■ Supplied data:
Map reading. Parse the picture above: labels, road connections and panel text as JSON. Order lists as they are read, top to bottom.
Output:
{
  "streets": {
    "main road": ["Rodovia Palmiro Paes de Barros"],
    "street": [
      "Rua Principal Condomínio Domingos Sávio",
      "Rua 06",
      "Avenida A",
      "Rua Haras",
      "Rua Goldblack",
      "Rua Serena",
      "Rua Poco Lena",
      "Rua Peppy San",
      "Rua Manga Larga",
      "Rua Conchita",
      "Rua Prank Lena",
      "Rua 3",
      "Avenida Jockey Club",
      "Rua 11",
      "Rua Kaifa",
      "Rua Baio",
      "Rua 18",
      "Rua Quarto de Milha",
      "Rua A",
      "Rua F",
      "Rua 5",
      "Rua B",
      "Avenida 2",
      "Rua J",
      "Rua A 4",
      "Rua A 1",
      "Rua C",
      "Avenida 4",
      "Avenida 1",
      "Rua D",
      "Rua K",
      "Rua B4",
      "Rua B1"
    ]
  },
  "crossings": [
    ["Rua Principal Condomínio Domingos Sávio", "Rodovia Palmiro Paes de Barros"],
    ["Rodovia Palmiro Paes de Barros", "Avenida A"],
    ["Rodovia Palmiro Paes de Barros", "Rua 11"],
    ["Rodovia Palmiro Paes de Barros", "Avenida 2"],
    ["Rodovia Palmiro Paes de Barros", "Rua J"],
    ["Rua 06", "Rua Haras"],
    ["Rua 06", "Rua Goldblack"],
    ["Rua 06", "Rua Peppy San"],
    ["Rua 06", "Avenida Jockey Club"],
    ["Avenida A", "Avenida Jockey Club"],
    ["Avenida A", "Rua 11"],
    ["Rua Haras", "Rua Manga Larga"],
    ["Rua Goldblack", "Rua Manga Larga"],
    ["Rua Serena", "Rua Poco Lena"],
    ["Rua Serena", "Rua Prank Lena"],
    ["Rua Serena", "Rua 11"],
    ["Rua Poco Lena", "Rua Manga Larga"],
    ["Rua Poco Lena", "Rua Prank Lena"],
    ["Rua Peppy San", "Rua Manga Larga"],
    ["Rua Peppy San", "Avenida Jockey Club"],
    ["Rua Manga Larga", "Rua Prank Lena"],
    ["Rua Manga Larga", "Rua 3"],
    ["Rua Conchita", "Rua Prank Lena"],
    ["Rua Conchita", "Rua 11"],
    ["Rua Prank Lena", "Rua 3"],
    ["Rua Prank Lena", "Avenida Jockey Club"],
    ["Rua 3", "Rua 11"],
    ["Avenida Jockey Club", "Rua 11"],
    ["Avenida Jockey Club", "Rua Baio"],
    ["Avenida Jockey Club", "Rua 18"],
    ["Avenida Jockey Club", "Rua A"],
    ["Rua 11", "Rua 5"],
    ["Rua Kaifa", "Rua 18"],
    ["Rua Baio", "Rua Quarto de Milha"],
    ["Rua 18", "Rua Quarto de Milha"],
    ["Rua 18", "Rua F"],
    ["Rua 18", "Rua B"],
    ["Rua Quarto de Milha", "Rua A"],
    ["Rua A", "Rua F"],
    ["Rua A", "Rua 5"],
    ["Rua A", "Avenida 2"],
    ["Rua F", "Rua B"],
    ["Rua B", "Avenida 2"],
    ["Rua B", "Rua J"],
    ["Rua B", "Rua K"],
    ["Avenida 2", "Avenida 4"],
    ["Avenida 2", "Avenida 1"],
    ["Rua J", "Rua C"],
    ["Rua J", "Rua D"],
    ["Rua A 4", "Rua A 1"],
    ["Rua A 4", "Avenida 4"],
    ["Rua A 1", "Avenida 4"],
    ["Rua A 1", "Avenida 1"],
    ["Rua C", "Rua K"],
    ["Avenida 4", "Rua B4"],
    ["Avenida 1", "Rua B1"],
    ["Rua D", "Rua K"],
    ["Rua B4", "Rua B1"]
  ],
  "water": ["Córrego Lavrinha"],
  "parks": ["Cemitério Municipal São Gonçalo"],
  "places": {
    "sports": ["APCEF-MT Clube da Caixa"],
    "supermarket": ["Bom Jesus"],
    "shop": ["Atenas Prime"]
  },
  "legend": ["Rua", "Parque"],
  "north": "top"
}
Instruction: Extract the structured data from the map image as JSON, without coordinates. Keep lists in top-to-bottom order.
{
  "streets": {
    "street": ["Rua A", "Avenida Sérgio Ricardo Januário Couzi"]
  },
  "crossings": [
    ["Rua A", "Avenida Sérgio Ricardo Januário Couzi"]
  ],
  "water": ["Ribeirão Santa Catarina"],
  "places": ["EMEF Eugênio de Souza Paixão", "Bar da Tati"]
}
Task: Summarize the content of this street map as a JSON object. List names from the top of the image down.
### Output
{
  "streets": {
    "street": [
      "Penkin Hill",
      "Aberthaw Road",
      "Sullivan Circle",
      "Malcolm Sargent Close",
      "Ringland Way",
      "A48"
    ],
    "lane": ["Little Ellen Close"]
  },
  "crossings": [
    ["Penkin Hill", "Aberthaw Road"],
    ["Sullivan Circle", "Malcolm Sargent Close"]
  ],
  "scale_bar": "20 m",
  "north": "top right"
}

■ Aim of the task:
Quote all the records exactly, please, leaving none out.

■ The completed task:
Map reading. Parse the picture above: labels, road connections and panel text as JSON. Order lists as they are read, top to bottom.
Output:
{
  "streets": {
    "main road": ["Rodovia Palmiro Paes de Barros"],
    "street": [
      "Rua Principal Condomínio Domingos Sávio",
      "Rua 06",
      "Avenida A",
      "Rua Haras",
      "Rua Goldblack",
      "Rua Serena",
      "Rua Poco Lena",
      "Rua Peppy San",
      "Rua Manga Larga",
      "Rua Conchita",
      "Rua Prank Lena",
      "Rua 3",
      "Avenida Jockey Club",
      "Rua 11",
      "Rua Kaifa",
      "Rua Baio",
      "Rua 18",
      "Rua Quarto de Milha",
      "Rua A",
      "Rua F",
      "Rua 5",
      "Rua B",
      "Avenida 2",
      "Rua J",
      "Rua A 4",
      "Rua A 1",
      "Rua C",
      "Avenida 4",
      "Avenida 1",
      "Rua D",
      "Rua K",
      "Rua B4",
      "Rua B1"
    ]
  },
  "crossings": [
    ["Rua Principal Condomínio Domingos Sávio", "Rodovia Palmiro Paes de Barros"],
    ["Rodovia Palmiro Paes de Barros", "Avenida A"],
    ["Rodovia Palmiro Paes de Barros", "Rua 11"],
    ["Rodovia Palmiro Paes de Barros", "Avenida 2"],
    ["Rodovia Palmiro Paes de Barros", "Rua J"],
    ["Rua 06", "Rua Haras"],
    ["Rua 06", "Rua Goldblack"],
    ["Rua 06", "Rua Peppy San"],
    ["Rua 06", "Avenida Jockey Club"],
    ["Avenida A", "Avenida Jockey Club"],
    ["Avenida A", "Rua 11"],
    ["Rua Haras", "Rua Manga Larga"],
    ["Rua Goldblack", "Rua Manga Larga"],
    ["Rua Serena", "Rua Poco Lena"],
    ["Rua Serena", "Rua Prank Lena"],
    ["Rua Serena", "Rua 11"],
    ["Rua Poco Lena", "Rua Manga Larga"],
    ["Rua Poco Lena", "Rua Prank Lena"],
    ["Rua Peppy San", "Rua Manga Larga"],
    ["Rua Peppy San", "Avenida Jockey Club"],
    ["Rua Manga Larga", "Rua Prank Lena"],
    ["Rua Manga Larga", "Rua 3"],
    ["Rua Conchita", "Rua Prank Lena"],
    ["Rua Conchita", "Rua 11"],
    ["Rua Prank Lena", "Rua 3"],
    ["Rua Prank Lena", "Avenida Jockey Club"],
    ["Rua 3", "Rua 11"],
    ["Avenida Jockey Club", "Rua 11"],
    ["Avenida Jockey Club", "Rua Baio"],
    ["Avenida Jockey Club", "Rua 18"],
    ["Avenida Jockey Club", "Rua A"],
    ["Rua 11", "Rua 5"],
    ["Rua Kaifa", "Rua 18"],
    ["Rua Baio", "Rua Quarto de Milha"],
    ["Rua 18", "Rua Quarto de Milha"],
    ["Rua 18", "Rua F"],
    ["Rua 18", "Rua B"],
    ["Rua Quarto de Milha", "Rua A"],
    ["Rua A", "Rua F"],
    ["Rua A", "Rua 5"],
    ["Rua A", "Avenida 2"],
    ["Rua F", "Rua B"],
    ["Rua B", "Avenida 2"],
    ["Rua B", "Rua J"],
    ["Rua B", "Rua K"],
    ["Avenida 2", "Avenida 4"],
    ["Avenida 2", "Avenida 1"],
    ["Rua J", "Rua C"],
    ["Rua J", "Rua D"],
    ["Rua A 4", "Rua A 1"],
    ["Rua A 4", "Avenida 4"],
    ["Rua A 1", "Avenida 4"],
    ["Rua A 1", "Avenida 1"],
    ["Rua C", "Rua K"],
    ["Avenida 4", "Rua B4"],
    ["Avenida 1", "Rua B1"],
    ["Rua D", "Rua K"],
    ["Rua B4", "Rua B1"]
  ],
  "water": ["Córrego Lavrinha"],
  "parks": ["Cemitério Municipal São Gonçalo"],
  "places": {
    "sports": ["APCEF-MT Clube da Caixa"],
    "supermarket": ["Bom Jesus"],
    "shop": ["Atenas Prime"]
  },
  "legend": ["Rua", "Parque"],
  "north": "top"
}
Instruction: Extract the structured data from the map image as JSON, without coordinates. Keep lists in top-to-bottom order.
{
  "streets": {
    "street": ["Rua A", "Avenida Sérgio Ricardo Januário Couzi"]
  },
  "crossings": [
    ["Rua A", "Avenida Sérgio Ricardo Januário Couzi"]
  ],
  "water": ["Ribeirão Santa Catarina"],
  "places": ["EMEF Eugênio de Souza Paixão", "Bar da Tati"]
}
Task: Summarize the content of this street map as a JSON object. List names from the top of the image down.
### Output
{
  "streets": {
    "street": [
      "Penkin Hill",
      "Aberthaw Road",
      "Sullivan Circle",
      "Malcolm Sargent Close",
      "Ringland Way",
      "A48"
    ],
    "lane": ["Little Ellen Close"]
  },
  "crossings": [
    ["Penkin Hill", "Aberthaw Road"],
    ["Sullivan Circle", "Malcolm Sargent Close"]
  ],
  "scale_bar": "20 m",
  "north": "top right"
}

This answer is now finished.